Hace un frío que hace tiritar a cualquiera. Este es el momento de más vida en Ciudad Cayalá. Los negocios y restaurantes lucen llenos de clientes. En el salón de belleza The Hyve hay un joven y tímido estilista salvadoreño que arregla el cabello de una mujer delgada y elegante. La administradora del salón, María Mercedes Goicolea, entra al negocio en este instante. Lleva su cartera al hombro y dice que ha tenido un día ocupado. María Mercedes es una mujer de piel blanca, cabello impecable y sonrisa franca.

Por estos días, no oculta el idilio que vive con su negocio en Ciudad Cayalá. Hace siete meses adquirió el salón de belleza y dice que nunca había estado tan feliz. Ella es dura con los críticos del complejo neourbanista de la zona 16. “No es posible que sea vea de forma negativa a una buena iniciativa de la empresa privada, que se vea desde un punto de vista clasista, hay que construir y no destruir”, dice María Mercedes, mientras en el salón de belleza suena una secadora de mano.

La dueña de The Hyve está segura del éxito de Ciudad Cayalá. Dice que el vínculo esperado con el resto de la comunidad ya se está formando en el complejo. Que los vecinos de los apartamentos bajan de los pisos superiores y se están conociendo. Es más, María Mercedes sale del salón para saludar al dueño del negocio de al lado. Es un guatemalteco descendiente de chinos llamado Jacobo Sánchez. La tienda del comerciante se especializa en traer té y recuerdos desde el continente asiático. Los muros están llenos de espadas y gatos que mueven de arriba abajo su pata izquierda en señal de buena suerte.

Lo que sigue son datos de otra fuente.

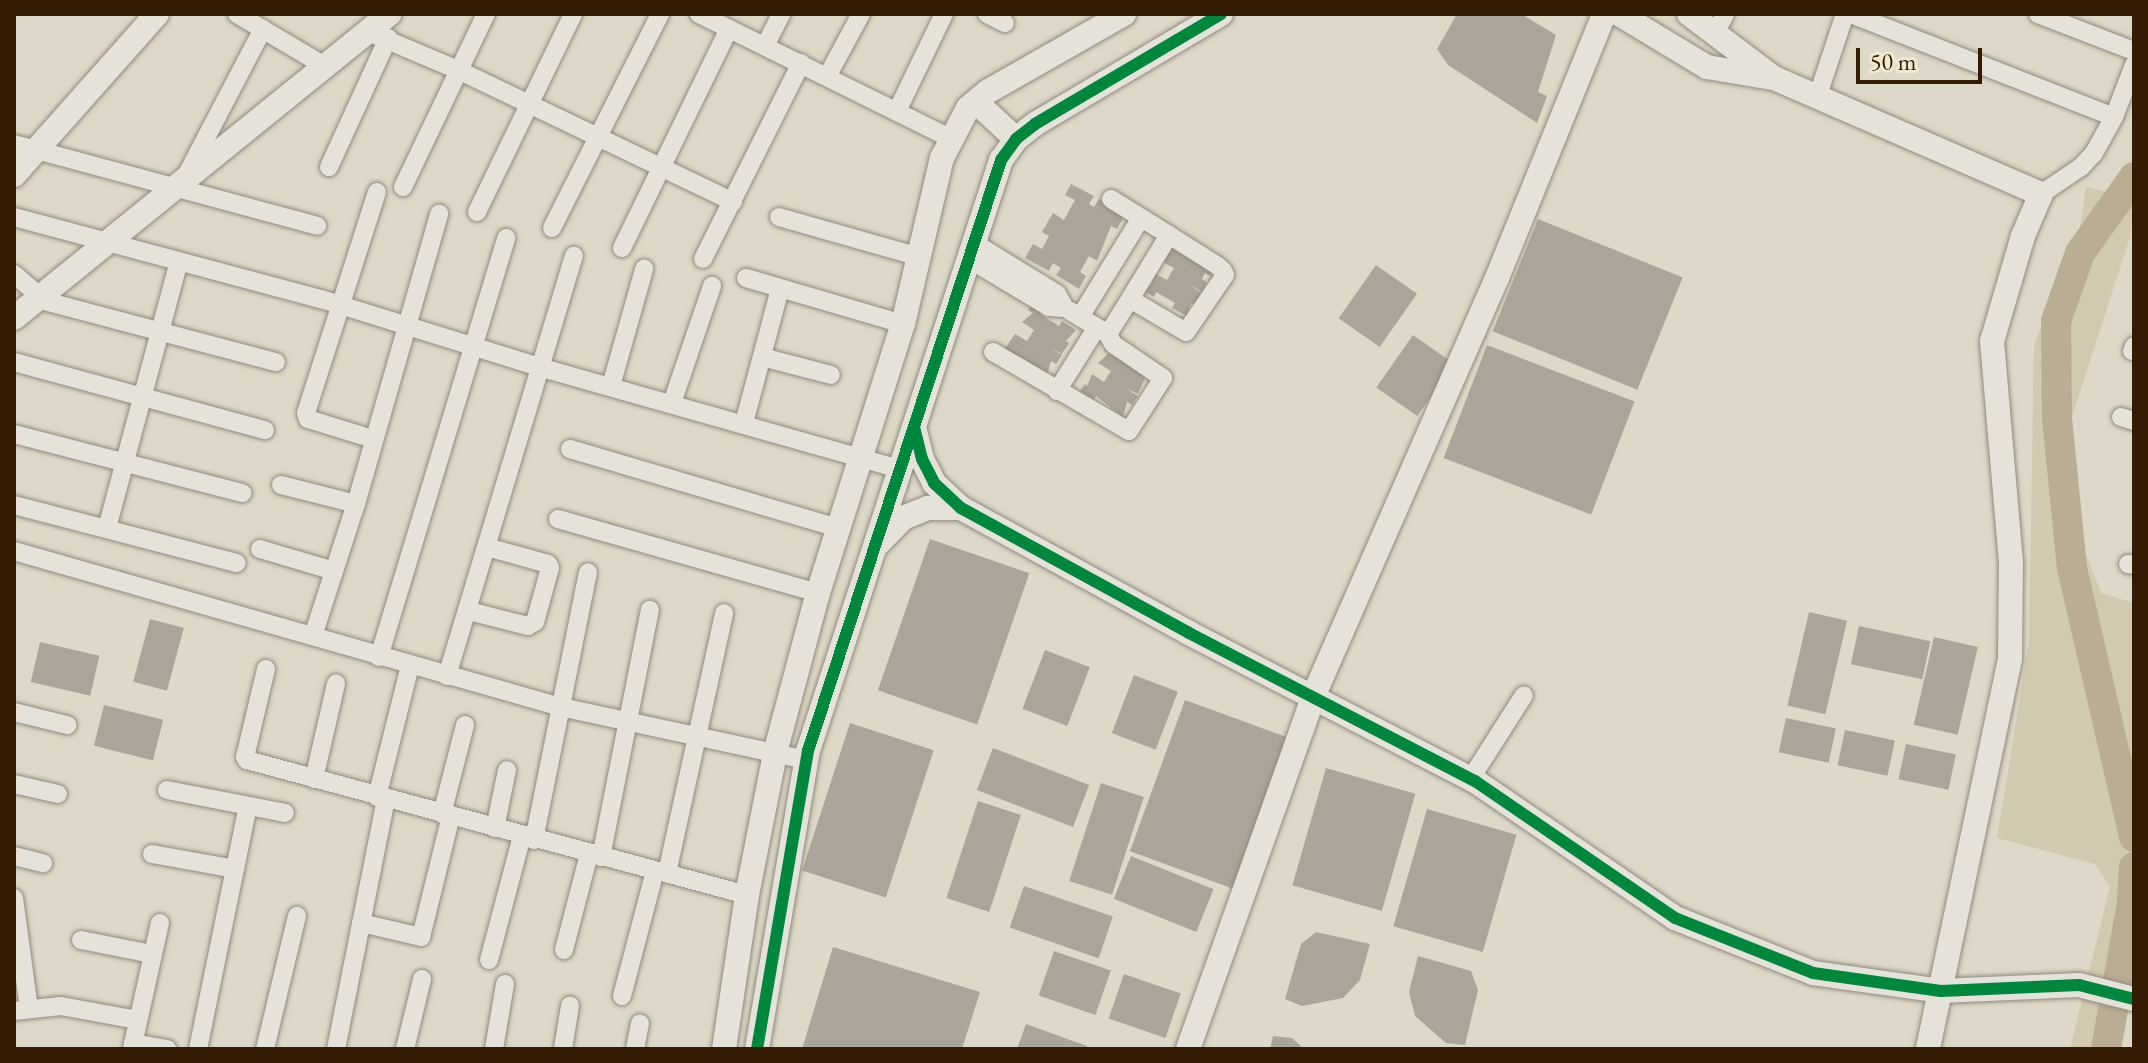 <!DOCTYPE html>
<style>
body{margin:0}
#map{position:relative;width:2148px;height:1063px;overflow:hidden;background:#ddd8c7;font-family:"EB Garamond",serif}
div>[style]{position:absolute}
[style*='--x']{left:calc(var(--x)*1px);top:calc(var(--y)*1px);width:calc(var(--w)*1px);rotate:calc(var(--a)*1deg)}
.green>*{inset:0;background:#d1c9b0}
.river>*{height:30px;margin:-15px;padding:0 15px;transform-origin:15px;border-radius:15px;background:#b9ad94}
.building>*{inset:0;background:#aba599;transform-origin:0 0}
.roads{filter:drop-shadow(0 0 2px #908a7d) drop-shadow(0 0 2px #908a7d)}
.street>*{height:18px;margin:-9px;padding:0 9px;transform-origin:9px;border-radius:9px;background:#e5e2da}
.secondary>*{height:24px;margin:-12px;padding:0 12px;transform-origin:12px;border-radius:12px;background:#e5e2da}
.cycleway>*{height:12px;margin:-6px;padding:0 6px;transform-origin:6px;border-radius:6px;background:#00873e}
span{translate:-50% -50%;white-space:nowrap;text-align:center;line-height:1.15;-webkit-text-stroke:7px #efe9d4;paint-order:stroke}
.frame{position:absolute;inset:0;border:16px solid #331c03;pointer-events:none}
.scale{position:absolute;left:1856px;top:48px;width:126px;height:36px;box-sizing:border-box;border:4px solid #331c03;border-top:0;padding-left:10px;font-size:24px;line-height:28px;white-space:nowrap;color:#331c03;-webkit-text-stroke:6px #efe9d4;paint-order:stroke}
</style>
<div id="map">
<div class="green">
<i style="clip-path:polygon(2086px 187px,2134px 199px,2130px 237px,2065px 438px,2084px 549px,2101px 593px,2134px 603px,2134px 914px,2109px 1049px,2070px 1049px,2110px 887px,2095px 864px,1997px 838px,2029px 642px,2034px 345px,2080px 227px)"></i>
</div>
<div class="river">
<i style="--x:2134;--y:177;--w:93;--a:125.4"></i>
<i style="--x:2080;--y:253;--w:72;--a:109.4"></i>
<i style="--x:2056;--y:321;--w:97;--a:89.4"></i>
<i style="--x:2057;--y:418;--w:151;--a:84.3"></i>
<i style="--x:2072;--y:568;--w:276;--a:77"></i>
<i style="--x:2106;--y:1049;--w:148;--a:-79.9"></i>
<i style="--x:2132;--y:903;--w:36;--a:-87"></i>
</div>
<div class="building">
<i style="clip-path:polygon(1457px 14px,1521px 14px,1556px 35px,1538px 92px,1547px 96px,1537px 123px,1448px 65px,1437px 49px)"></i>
<i style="clip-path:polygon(1071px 184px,1094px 196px,1089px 204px,1094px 207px,1099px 199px,1125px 214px,1117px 229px,1111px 226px,1097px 261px,1089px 256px,1080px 272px,1086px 276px,1079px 289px,1056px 275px,1061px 268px,1053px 263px,1049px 271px,1025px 258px,1033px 244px,1042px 249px,1049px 236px,1042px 232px,1053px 213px,1064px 220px,1075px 200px,1065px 195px)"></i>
<i style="left:1538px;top:219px;width:156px;height:121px;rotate:22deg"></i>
<i style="clip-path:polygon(1170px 243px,1184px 251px,1183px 255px,1213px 268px,1210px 276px,1205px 273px,1202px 279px,1207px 282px,1202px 292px,1189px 284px,1201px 293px,1195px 304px,1191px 303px,1187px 316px,1172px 308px,1175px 303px,1156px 292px,1154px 297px,1142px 290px,1146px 284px,1151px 286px,1154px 273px,1167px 280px,1174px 268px,1161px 261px,1169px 252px)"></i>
<i style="left:1376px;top:265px;width:50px;height:65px;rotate:35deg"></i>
<i style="clip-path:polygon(1032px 303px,1043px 310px,1040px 314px,1059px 326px,1062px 321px,1076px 330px,1066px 341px,1069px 343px,1062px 354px,1049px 347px,1062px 355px,1056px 364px,1051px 361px,1047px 376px,1020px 356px,1018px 359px,1004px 350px,1015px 334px,1027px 341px,1034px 330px,1022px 322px,1033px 313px,1028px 310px)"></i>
<i style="left:1413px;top:335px;width:50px;height:64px;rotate:35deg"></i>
<i style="clip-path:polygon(1108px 344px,1146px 376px,1138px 394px,1125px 388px,1138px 396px,1132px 405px,1127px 402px,1123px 417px,1096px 396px,1094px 400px,1080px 391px,1085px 384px,1087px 386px,1092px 374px,1104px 382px,1111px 371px,1098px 363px,1109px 353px,1104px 350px)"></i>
<i style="left:1487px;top:345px;width:158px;height:121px;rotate:21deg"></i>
<i style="left:930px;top:539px;width:105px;height:160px;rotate:19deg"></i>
<i style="left:1809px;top:612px;width:39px;height:96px;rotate:13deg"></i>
<i style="left:150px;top:619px;width:35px;height:65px;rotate:15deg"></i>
<i style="left:1859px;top:626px;width:73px;height:39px;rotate:12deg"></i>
<i style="left:1934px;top:637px;width:45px;height:90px;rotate:13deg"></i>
<i style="left:40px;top:642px;width:61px;height:41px;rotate:13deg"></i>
<i style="left:1045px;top:650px;width:48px;height:63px;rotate:21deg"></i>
<i style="left:1134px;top:675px;width:47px;height:62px;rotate:21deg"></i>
<i style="left:1185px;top:700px;width:112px;height:161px;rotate:20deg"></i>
<i style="left:104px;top:705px;width:61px;height:42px;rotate:14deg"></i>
<i style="left:1786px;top:718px;width:51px;height:35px;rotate:12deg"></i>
<i style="left:850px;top:723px;width:88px;height:155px;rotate:18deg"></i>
<i style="left:1845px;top:730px;width:51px;height:36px;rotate:12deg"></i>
<i style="left:1906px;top:744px;width:51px;height:36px;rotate:12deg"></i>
<i style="left:993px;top:748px;width:103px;height:45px;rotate:21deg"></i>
<i style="left:1326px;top:768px;width:93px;height:122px;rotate:16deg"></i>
<i style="left:1101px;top:783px;width:45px;height:103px;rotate:18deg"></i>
<i style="left:978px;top:801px;width:45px;height:102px;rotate:18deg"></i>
<i style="left:1427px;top:809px;width:93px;height:122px;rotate:16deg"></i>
<i style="left:1131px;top:856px;width:89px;height:46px;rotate:22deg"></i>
<i style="left:1024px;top:886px;width:94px;height:44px;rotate:19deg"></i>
<i style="clip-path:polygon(1316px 932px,1370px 944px,1360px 980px,1343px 998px,1302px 1006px,1285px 999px,1301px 944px)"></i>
<i style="clip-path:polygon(833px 947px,980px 992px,962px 1049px,802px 1049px)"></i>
<i style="left:1054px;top:951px;width:60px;height:47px;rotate:19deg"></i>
<i style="clip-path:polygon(1418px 956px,1471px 971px,1478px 990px,1465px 1045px,1446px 1043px,1415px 1016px,1409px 992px)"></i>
<i style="left:1124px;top:974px;width:60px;height:47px;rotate:19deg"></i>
<i style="clip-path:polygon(1026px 1024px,1087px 1046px,1086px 1049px,1017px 1049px)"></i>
<i style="clip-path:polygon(1273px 1036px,1292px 1038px,1304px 1049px,1270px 1049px)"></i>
</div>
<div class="roads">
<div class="street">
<i style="--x:237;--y:14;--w:100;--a:30.7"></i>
<i style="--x:699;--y:14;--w:280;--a:26.3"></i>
<i style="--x:987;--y:14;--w:20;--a:27"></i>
<i style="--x:1851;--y:14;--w:282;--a:21.4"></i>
<i style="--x:2038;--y:14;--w:103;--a:21.1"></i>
<i style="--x:368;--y:32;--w:98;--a:22.9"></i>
<i style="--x:458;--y:70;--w:305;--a:25.6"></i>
<i style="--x:1716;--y:32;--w:20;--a:-63"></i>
<i style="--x:765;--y:46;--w:36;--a:-63"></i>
<i style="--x:828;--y:75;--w:69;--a:-61.6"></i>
<i style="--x:1817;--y:98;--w:89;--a:-71.6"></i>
<i style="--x:898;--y:109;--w:106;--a:-64.2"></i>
<i style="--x:14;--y:144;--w:314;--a:15.1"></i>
<i style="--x:329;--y:167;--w:142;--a:-65.4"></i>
<i style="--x:186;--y:176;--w:166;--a:-62.4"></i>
<i style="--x:403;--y:187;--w:192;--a:-64.4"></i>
<i style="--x:2041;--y:194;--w:48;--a:-34"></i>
<i style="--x:2081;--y:167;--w:19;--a:-47"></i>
<i style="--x:2094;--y:153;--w:41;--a:-60.9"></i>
<i style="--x:2114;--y:117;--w:56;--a:-69"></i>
<i style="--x:1111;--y:199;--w:68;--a:31.8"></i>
<i style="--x:1169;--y:235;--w:58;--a:32.3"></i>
<i style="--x:1218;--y:266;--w:7;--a:45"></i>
<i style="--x:1223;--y:271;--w:4;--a:63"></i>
<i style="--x:1225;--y:275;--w:69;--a:124.4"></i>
<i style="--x:1186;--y:332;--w:65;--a:-149.5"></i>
<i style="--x:1130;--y:299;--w:75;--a:-58.6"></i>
<i style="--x:477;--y:212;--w:220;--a:-64.1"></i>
<i style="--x:14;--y:217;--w:318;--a:15"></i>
<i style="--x:321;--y:299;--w:228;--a:17.3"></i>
<i style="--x:539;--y:367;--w:375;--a:15.8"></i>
<i style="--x:779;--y:217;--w:146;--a:15.9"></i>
<i style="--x:552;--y:228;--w:240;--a:-63.2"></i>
<i style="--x:622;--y:248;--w:244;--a:-64"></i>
<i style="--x:703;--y:259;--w:219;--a:-63.4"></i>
<i style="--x:969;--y:259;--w:93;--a:31"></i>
<i style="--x:1049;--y:307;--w:16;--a:4"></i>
<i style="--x:1065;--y:308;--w:16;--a:-120"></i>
<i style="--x:1057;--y:294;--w:97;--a:-148.4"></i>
<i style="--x:14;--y:274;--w:33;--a:41"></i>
<i style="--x:746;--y:278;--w:164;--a:16.3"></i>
<i style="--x:37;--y:299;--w:247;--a:14.8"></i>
<i style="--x:1070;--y:311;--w:44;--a:31.2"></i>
<i style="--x:1108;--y:334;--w:41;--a:-57.8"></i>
<i style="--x:1080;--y:317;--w:116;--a:-58.4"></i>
<i style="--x:2132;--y:351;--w:5;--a:-68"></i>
<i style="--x:993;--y:352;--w:157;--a:30.2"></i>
<i style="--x:1129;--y:431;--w:63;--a:-57.3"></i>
<i style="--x:1163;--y:378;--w:60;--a:-145.8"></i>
<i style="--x:1113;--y:344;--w:11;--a:-117"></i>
<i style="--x:762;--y:357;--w:71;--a:14.6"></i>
<i style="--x:14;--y:362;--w:260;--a:15.2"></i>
<i style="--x:611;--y:386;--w:122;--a:-74.2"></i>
<i style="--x:1057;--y:391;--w:75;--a:-58"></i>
<i style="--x:672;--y:403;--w:124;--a:-71.1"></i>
<i style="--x:2121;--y:417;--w:14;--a:17"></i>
<i style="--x:744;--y:423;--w:139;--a:-75"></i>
<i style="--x:14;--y:434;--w:236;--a:14.5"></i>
<i style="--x:373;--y:439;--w:68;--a:-162.9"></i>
<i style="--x:308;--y:419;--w:6;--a:-108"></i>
<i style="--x:306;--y:413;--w:232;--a:-72.2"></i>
<i style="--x:570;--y:449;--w:279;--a:16.4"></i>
<i style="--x:281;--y:485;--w:77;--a:14.2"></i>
<i style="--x:14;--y:505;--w:230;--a:14.6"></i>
<i style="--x:558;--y:519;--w:270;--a:15.9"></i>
<i style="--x:107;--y:528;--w:276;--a:-74.9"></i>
<i style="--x:260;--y:549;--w:77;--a:16.6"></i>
<i style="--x:14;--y:551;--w:569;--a:15.92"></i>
<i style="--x:561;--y:707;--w:252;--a:12.2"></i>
<i style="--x:2128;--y:564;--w:6;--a:9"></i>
<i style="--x:469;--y:611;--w:61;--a:14.3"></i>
<i style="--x:528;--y:626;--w:8;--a:-30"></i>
<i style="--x:535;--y:622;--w:56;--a:-74.5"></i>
<i style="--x:550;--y:568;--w:4;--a:-117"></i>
<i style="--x:548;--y:564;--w:63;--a:-164.4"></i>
<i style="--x:313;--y:636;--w:139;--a:-72"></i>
<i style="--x:356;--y:504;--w:302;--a:-74"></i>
<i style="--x:379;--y:657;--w:438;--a:-73.1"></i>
<i style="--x:266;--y:669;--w:90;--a:103.4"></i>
<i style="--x:245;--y:757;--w:4;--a:56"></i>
<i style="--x:247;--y:760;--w:518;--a:15.11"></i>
<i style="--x:447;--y:676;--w:439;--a:-73.2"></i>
<i style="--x:14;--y:712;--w:55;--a:13.8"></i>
<i style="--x:1471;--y:778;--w:98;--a:-57.4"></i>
<i style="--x:314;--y:779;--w:98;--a:-77"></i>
<i style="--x:14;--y:784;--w:45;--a:12.8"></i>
<i style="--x:167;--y:790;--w:120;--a:11"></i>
<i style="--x:377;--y:797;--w:135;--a:-75.9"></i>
<i style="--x:442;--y:814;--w:92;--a:-75.5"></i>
<i style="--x:495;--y:828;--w:59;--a:-78.3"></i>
<i style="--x:534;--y:840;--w:273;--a:-78.6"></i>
<i style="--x:152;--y:854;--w:84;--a:10.2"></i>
<i style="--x:14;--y:856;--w:30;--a:14"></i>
<i style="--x:601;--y:857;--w:252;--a:-78.8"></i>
<i style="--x:667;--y:873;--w:266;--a:-77.6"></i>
<i style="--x:14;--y:898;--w:112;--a:82.3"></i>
<i style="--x:361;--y:923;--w:62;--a:13.1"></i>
<i style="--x:421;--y:937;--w:125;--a:-76.1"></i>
<i style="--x:81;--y:940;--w:72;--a:11.2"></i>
<i style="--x:564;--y:950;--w:99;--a:-75.4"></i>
<i style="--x:489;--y:960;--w:128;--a:-75.1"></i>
<i style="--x:622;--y:996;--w:129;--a:-75.2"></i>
<i style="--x:14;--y:1011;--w:47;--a:-6.1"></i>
<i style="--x:61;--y:1006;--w:77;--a:10.4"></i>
<i style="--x:133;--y:1043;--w:35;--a:10"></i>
<i style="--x:132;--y:1049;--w:129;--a:-77.5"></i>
<i style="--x:198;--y:1049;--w:248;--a:-78.4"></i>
<i style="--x:265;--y:1049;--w:137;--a:-76.5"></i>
<i style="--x:336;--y:1049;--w:255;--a:-78.7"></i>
<i style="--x:405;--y:1049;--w:72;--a:-76.3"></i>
<i style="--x:494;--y:1049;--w:66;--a:-80.4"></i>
<i style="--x:563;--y:1049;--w:44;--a:-80.8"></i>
<i style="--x:635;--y:1049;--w:26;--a:-79"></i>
</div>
<div class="secondary">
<i style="--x:1619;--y:14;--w:103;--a:31.1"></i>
<i style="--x:1707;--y:67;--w:66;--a:9.6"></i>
<i style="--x:1689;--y:14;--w:106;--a:37"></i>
<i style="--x:1774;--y:78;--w:291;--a:23.5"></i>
<i style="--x:2041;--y:194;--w:46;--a:113.2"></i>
<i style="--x:2023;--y:236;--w:109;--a:106.4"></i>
<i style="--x:1992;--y:341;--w:222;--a:85.1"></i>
<i style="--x:2011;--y:562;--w:97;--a:90.6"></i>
<i style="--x:2010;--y:659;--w:399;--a:101.9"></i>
<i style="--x:976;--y:102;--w:54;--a:42.8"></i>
<i style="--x:14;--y:175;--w:215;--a:-48.4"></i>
<i style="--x:14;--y:318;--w:483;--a:-39"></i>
<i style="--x:914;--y:427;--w:33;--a:76"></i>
<i style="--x:922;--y:459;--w:27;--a:63"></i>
<i style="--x:934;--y:483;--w:37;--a:43"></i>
<i style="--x:961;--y:508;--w:260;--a:28.7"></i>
<i style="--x:1189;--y:633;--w:322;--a:27.4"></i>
<i style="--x:1475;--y:781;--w:242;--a:34.4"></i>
<i style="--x:1675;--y:918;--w:149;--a:21.7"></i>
<i style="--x:1813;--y:973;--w:129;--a:8"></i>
<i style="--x:1941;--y:991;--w:138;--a:-2.5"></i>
<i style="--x:2079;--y:985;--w:57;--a:14.3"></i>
<i style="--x:879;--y:543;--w:35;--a:-46"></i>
<i style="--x:903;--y:518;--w:27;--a:-22"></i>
<i style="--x:928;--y:508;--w:33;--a:0"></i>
<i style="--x:724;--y:1049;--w:156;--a:-81.5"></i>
<i style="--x:747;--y:895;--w:145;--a:-78.8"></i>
<i style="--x:775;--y:753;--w:166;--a:-75"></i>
<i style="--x:818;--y:593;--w:282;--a:-72.5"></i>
<i style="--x:903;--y:324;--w:171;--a:-76.8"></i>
<i style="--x:942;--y:158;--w:56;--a:-62.5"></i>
<i style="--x:968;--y:108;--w:25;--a:-40"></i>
<i style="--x:987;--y:92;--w:158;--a:-29.7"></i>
<i style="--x:757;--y:1049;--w:302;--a:-80.3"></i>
<i style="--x:808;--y:751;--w:622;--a:-71.91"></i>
<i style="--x:1001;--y:160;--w:26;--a:-54"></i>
<i style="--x:1016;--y:139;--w:24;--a:-38"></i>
<i style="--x:1035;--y:124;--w:216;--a:-30.6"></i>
<i style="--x:1188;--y:1049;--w:374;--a:-70.4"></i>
<i style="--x:1313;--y:697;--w:458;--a:-66.3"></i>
<i style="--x:1497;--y:278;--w:285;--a:-67.9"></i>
</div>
</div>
<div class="cycleway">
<i style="--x:914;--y:427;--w:33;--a:76"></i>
<i style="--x:922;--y:459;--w:27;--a:63"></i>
<i style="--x:934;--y:483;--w:37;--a:43"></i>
<i style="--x:961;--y:508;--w:260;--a:28.7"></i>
<i style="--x:1189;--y:633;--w:322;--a:27.4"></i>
<i style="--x:1475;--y:781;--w:242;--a:34.4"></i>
<i style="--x:1675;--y:918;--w:149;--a:21.7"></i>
<i style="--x:1813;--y:973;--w:129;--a:8"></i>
<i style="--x:1941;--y:991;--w:138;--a:-2.5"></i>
<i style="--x:2079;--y:985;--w:57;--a:14.3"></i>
<i style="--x:757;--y:1049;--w:302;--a:-80.3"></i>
<i style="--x:808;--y:751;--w:622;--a:-71.91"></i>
<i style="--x:1001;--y:160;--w:26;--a:-54"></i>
<i style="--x:1016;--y:139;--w:24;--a:-38"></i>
<i style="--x:1035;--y:124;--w:216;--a:-30.6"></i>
</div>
<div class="frame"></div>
<div class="scale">50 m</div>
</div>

Jacobo ofrece una taza de té y se sienta en una de las bancas de Ciudad Cayalá. Dice que vino aquí solo porque le prometieron seguridad. Los desarrolladores lo sedujeron diciéndole que este es uno de los pocos lugares en la ciudad de Guatemala donde se puede caminar sin temor a ser víctima de delincuentes. Y a Jacobo Sánchez ya le intentaron robar dos veces a punta de pistola, mientras manejaba en su vehículo cerca de la zona Viva. Ya nunca se quiere volver a arriesgar. “Nos dijeron que en Cayalá íbamos a estar seguros, y por el momento han cumplido”, dice Sánchez mientras bebe de su vaso de té.